Please set down, exactly as written, the line containing "I need the bounding box of all labels, symbols" and every line after it through the end of the records.

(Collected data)
↓↓↓
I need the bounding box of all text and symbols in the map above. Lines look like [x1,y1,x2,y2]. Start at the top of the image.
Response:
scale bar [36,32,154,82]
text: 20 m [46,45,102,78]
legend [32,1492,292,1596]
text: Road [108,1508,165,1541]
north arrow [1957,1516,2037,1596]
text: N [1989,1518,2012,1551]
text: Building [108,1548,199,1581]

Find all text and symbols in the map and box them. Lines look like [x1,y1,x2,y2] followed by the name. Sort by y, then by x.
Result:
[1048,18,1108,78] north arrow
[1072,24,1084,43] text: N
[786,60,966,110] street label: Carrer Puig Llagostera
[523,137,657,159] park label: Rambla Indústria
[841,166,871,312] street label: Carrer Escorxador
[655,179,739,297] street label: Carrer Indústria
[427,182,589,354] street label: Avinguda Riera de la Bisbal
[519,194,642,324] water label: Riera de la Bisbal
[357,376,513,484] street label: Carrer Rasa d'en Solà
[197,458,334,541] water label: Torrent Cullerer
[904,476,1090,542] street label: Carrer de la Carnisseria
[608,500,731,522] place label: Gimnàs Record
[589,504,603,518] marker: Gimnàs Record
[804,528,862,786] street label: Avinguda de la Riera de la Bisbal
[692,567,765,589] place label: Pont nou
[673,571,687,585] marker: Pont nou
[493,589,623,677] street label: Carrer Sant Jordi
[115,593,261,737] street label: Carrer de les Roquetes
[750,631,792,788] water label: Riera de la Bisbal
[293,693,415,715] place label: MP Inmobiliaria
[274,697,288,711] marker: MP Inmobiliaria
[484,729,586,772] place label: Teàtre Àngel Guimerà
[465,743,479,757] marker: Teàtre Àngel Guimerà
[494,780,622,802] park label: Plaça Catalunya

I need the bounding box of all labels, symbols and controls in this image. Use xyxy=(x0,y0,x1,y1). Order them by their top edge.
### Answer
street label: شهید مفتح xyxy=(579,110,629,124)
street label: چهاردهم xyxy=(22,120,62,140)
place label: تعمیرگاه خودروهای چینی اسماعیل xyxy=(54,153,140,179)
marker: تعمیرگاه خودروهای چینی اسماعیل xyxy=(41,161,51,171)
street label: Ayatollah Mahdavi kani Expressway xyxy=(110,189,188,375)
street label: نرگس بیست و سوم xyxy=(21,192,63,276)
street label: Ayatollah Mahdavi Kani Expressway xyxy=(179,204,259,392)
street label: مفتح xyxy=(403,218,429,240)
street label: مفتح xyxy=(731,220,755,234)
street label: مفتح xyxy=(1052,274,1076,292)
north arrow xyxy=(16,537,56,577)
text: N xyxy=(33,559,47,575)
↑↑↑
### WRITTEN ANSWER
I need the bounding box of all labels, symbols and controls in this image. Use xyxy=(x0,y0,x1,y1). Order them by their top edge.
### Answer
street label: شهید مفتح xyxy=(579,110,629,124)
street label: چهاردهم xyxy=(22,120,62,140)
place label: تعمیرگاه خودروهای چینی اسماعیل xyxy=(54,153,140,179)
marker: تعمیرگاه خودروهای چینی اسماعیل xyxy=(41,161,51,171)
street label: Ayatollah Mahdavi kani Expressway xyxy=(110,189,188,375)
street label: نرگس بیست و سوم xyxy=(21,192,63,276)
street label: Ayatollah Mahdavi Kani Expressway xyxy=(179,204,259,392)
street label: مفتح xyxy=(403,218,429,240)
street label: مفتح xyxy=(731,220,755,234)
street label: مفتح xyxy=(1052,274,1076,292)
north arrow xyxy=(16,537,56,577)
text: N xyxy=(33,559,47,575)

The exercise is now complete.